Making a tool to finish a tool

by Lambdafarm on April 28, 2011

I enjoy using hand tools.  I am building a shaving horse to use in cleaning the bark off oak poles.  They will become fence posts, furniture, and other things.  When building the shaving horse, the legs are set at a slight angle so they are more sturdy.  They are also tapered so that the weight of the occupant pushes the seat down into the legs and makes that sturdier, as well.
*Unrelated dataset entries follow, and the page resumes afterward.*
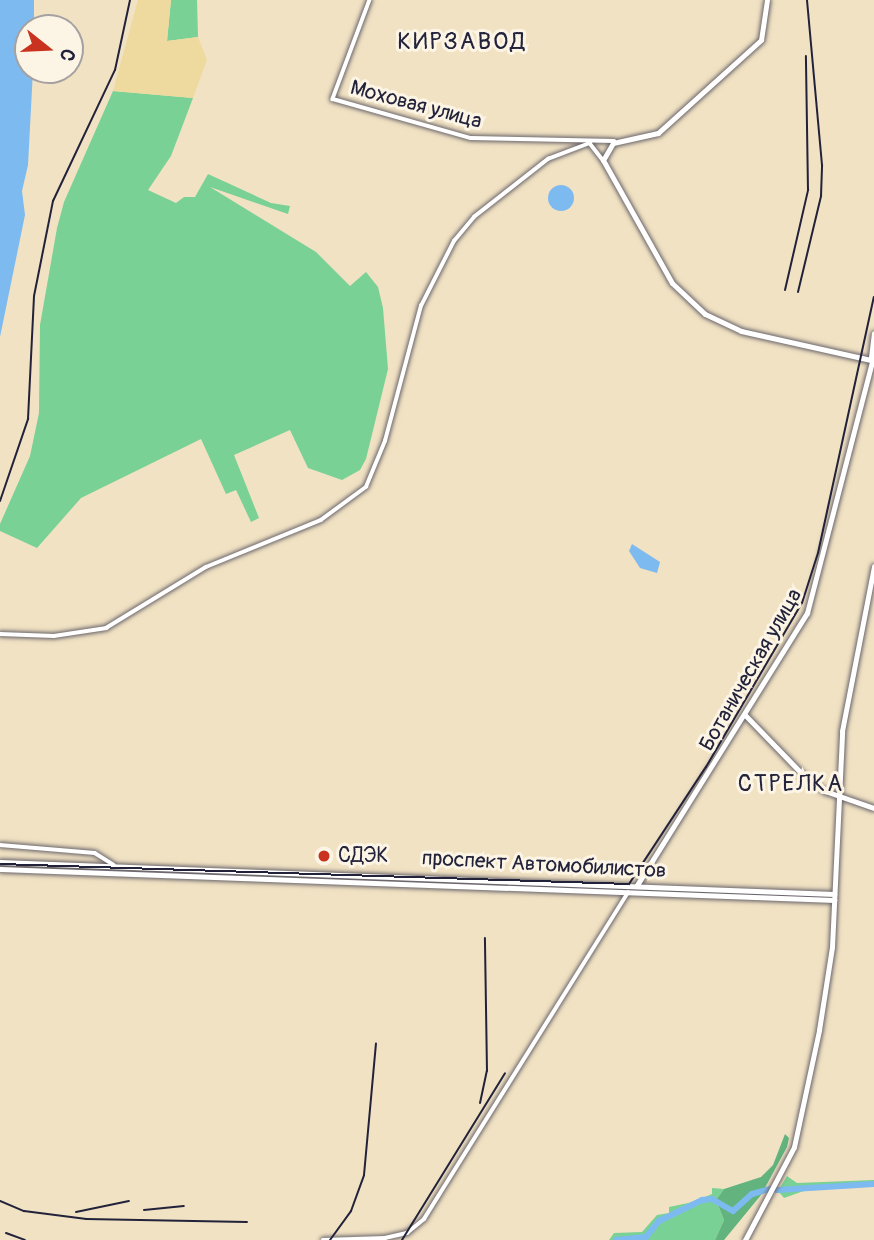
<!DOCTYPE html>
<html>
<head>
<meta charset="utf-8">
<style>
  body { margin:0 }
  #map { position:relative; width:874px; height:1240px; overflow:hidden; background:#f1e2c3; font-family:Pangolin,sans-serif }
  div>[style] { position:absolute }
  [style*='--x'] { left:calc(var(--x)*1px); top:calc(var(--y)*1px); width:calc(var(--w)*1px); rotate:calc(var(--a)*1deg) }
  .green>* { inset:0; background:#79d195 }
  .forest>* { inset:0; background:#62b37e }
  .sand>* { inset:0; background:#eeda9e }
  .water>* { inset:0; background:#7dbaf0 }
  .round { border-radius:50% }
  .river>* { height:6px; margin:-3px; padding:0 3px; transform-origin:3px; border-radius:3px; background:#7dbaf0 }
  .roads { filter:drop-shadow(0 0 2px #6a656b) drop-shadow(0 0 2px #6a656b) }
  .minor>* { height:3.5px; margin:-1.75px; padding:0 1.75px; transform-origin:1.75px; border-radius:1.75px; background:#fff }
  .major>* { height:5px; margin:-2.5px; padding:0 2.5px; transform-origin:2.5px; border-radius:2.5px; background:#fff }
  .tram>* { height:2px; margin:-1px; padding:0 1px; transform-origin:1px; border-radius:1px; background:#22223b }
  .rail>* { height:2px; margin:-1px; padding:0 1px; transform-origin:1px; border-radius:1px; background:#22223b }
  .dots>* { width:19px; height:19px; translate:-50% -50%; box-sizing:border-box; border:4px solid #fcf5e5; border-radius:50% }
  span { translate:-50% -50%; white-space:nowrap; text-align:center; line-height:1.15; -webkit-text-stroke:6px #fcf5e5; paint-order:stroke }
  .street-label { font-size:21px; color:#22223b }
  .poi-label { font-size:21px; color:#22223b }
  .left { translate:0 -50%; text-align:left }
  .neighbourhood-label { font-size:23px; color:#22223b; letter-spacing:2px }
  .quarter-label { font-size:24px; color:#22223b; letter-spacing:2px }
  .north { position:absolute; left:14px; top:14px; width:70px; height:70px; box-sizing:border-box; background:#fcf5e5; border:2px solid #a5a1a1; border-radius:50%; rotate:108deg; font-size:19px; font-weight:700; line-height:28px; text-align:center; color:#22223b }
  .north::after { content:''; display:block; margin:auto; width:24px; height:32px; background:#c8321e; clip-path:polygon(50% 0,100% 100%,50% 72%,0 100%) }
</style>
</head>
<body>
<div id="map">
  <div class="green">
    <i style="clip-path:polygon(171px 0,197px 0,198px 37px,167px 41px)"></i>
    <i style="clip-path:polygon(113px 91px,193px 98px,171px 156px,148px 190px,176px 203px,184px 197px,195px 197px,208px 174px,271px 203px,290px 206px,288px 214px,210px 187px,316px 252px,350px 286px,366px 272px,378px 287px,383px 308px,388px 369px,366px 459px,360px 470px,342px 480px,308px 468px,290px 430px,234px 455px,259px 518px,251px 522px,236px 490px,226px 494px,201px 439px,81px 498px,37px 548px,0 531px,0 524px,30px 456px,39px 413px,40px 325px,57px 228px,64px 202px)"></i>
    <i style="clip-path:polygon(787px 1176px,797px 1183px,874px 1180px,874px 1187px,815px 1187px,784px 1198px,778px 1191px)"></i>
    <i style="clip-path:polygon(712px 1188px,724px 1189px,716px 1200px,724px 1220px,715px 1240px,609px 1240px,614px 1233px,642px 1232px,657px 1215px,669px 1213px,669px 1207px,693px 1202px,712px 1194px)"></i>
  </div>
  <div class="forest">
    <i style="clip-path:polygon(785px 1134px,789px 1138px,787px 1147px,761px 1195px,724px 1240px,715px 1240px,724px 1220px,716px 1200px,724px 1189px,761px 1177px,773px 1165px)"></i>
  </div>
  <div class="sand">
    <i style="clip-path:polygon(138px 0,171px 0,167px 41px,198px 37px,207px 60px,193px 98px,113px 91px)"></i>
  </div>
  <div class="water">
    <i style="clip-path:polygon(0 0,34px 0,34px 28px,28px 28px,28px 70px,33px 70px,28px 165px,22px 191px,25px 215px,0 337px)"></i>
    <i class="round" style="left:548px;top:185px;width:26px;height:26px"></i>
    <i style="clip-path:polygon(632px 544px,660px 562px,657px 573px,640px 568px,629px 551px)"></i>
  </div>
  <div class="river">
    <i style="--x:777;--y:1190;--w:97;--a:-3.5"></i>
    <i style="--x:616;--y:1240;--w:30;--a:-6"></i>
    <i style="--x:646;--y:1237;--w:21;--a:-51"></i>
    <i style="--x:659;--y:1221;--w:48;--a:-26"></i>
    <i style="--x:702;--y:1200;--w:10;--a:-6"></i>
    <i style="--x:712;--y:1199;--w:24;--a:30"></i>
    <i style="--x:733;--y:1211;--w:25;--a:-42"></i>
    <i style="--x:752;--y:1194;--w:19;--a:-16"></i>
  </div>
  <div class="roads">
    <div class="minor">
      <i style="--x:370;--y:0;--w:106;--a:110.5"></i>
      <i style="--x:333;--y:99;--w:143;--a:15.8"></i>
      <i style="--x:471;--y:138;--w:143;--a:1.2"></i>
      <i style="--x:589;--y:142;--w:23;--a:52"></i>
      <i style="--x:0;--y:634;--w:54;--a:2.1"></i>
      <i style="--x:54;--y:636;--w:53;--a:-8.7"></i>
      <i style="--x:106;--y:628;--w:117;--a:-31.4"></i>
      <i style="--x:206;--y:567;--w:124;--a:-22.2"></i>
      <i style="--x:321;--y:520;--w:56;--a:-36.3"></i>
      <i style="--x:366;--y:487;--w:50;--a:-67.6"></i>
      <i style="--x:385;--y:441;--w:140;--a:-75.1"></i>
      <i style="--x:421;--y:306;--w:73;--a:-63.1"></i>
      <i style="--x:454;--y:241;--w:31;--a:-50"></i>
      <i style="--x:474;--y:217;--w:94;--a:-38.1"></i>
      <i style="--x:548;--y:159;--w:45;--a:-20.9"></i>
      <i style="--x:0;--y:845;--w:95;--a:4.8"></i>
      <i style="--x:95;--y:853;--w:22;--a:32"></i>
      <i style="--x:323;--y:1240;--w:62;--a:-1.8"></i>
      <i style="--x:385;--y:1238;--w:23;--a:-13"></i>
      <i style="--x:407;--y:1233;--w:22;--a:-39"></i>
      <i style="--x:424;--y:1219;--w:385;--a:-58"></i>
    </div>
    <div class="major">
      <i style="--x:767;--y:0;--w:40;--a:98.5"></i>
      <i style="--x:761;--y:40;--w:139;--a:137.9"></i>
      <i style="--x:658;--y:133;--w:46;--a:167.5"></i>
      <i style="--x:613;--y:143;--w:20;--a:120"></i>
      <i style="--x:603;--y:160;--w:141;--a:60.7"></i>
      <i style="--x:672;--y:283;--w:45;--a:43.2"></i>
      <i style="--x:705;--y:314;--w:40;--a:25"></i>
      <i style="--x:741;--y:331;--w:133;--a:12.6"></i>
      <i style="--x:871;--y:357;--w:24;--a:-83"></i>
      <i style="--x:746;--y:716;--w:88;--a:45.9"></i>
      <i style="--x:807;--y:779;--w:22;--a:34"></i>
      <i style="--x:825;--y:791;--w:52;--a:19.1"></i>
      <i style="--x:0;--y:862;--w:835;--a:2.2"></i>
      <i style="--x:0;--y:869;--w:835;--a:2.13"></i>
      <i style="--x:637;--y:885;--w:321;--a:-58"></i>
      <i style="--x:807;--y:613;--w:268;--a:-75.5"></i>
      <i style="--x:745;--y:1240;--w:105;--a:-62.2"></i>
      <i style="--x:794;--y:1147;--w:120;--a:-77.9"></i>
      <i style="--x:819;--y:1030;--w:84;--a:-81.1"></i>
      <i style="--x:832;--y:947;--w:216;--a:-87.3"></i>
      <i style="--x:842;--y:731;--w:168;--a:-79"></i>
    </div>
  </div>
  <div class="tram">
    <i style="--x:0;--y:864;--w:629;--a:1.82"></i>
    <i style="--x:629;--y:884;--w:140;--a:-56.7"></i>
    <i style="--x:706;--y:767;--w:190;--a:-59.7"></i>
    <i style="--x:802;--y:603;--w:52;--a:-72.3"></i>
    <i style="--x:818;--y:553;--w:262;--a:-77.7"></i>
  </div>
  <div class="rail">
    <i style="--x:785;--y:290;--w:103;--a:-77"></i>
    <i style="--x:808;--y:190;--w:134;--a:-90.9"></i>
    <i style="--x:798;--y:292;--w:99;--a:-76.5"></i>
    <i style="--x:821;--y:196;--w:31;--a:-88"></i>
    <i style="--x:822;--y:165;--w:166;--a:-95.2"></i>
    <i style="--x:0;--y:501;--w:87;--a:-71.1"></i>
    <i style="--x:28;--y:419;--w:123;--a:-87.2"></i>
    <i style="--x:34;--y:296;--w:97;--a:-78.7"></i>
    <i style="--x:53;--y:201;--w:145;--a:-64.7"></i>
    <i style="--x:115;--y:70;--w:72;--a:-77.9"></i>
    <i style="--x:480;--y:1103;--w:33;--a:-78"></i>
    <i style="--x:487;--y:1071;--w:133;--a:-90.9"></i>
    <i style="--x:0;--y:1201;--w:26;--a:23"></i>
    <i style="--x:24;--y:1211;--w:63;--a:7.4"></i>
    <i style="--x:86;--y:1219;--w:161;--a:1.1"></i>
    <i style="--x:144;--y:1210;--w:40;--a:-5.7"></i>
    <i style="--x:76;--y:1212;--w:54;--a:-11.7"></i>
    <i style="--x:6;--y:1233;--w:20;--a:20"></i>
    <i style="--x:330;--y:1240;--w:36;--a:-54"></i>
    <i style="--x:351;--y:1211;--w:38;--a:-70"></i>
    <i style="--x:364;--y:1175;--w:132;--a:-84.8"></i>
    <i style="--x:402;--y:1240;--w:196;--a:-58.3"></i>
  </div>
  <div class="dots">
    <i style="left:324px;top:856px;background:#c8321e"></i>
  </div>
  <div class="street-label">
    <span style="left:416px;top:105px;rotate:15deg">Моховая улица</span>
    <span style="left:751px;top:670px;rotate:-60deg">Ботаническая улица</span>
    <span style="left:544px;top:865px;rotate:3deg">проспект Автомобилистов</span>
  </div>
  <div class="poi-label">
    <span class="left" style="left:338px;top:856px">СДЭК</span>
  </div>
  <div class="neighbourhood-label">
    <span style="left:791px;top:784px">СТРЕЛКА</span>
  </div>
  <div class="quarter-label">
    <span style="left:462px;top:42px">КИРЗАВОД</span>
  </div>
  <div class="north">С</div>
</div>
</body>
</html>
I managed to make the angled pilot holes for the legs, only to realize I had no way to make the tapered holes.  I looked for the taper tool online, and found one picture of it and one place that sells a reproduction of one for $60.  Wow.  From the picture, I realized it is a cone of wood with a dowel running perpendicular to the cone.  That is used to turn it into the hole.  A blade or scraper is embedded in the tool with just a bit sticking out.

The wood needs to be hard, preferably harder than the wood you are using for the chair, seat, or whatever.  Well, that meant oak was out, as that was what I would be reaming with the taper.  I cut a small osage orange tree, or bois d’arc as we call them around here.  The wood is very hard and it has thorns.  Settlers in the area made hedgerows of them to keep in cattle.  The heartwood has an orange tint, and oxydizes to the bright yellow of a smily face.  It also stains everything it touches when wet.

I am still working on this tool, and hope to have pictures of the finished product soon.  Cutting a two inch by one foot cone out of a 2.5 inch by one foot sapling with a bow saw is interesting.  I have one dimension cut and have the other to go.  I also have a hacksaw blade to use as a scraper.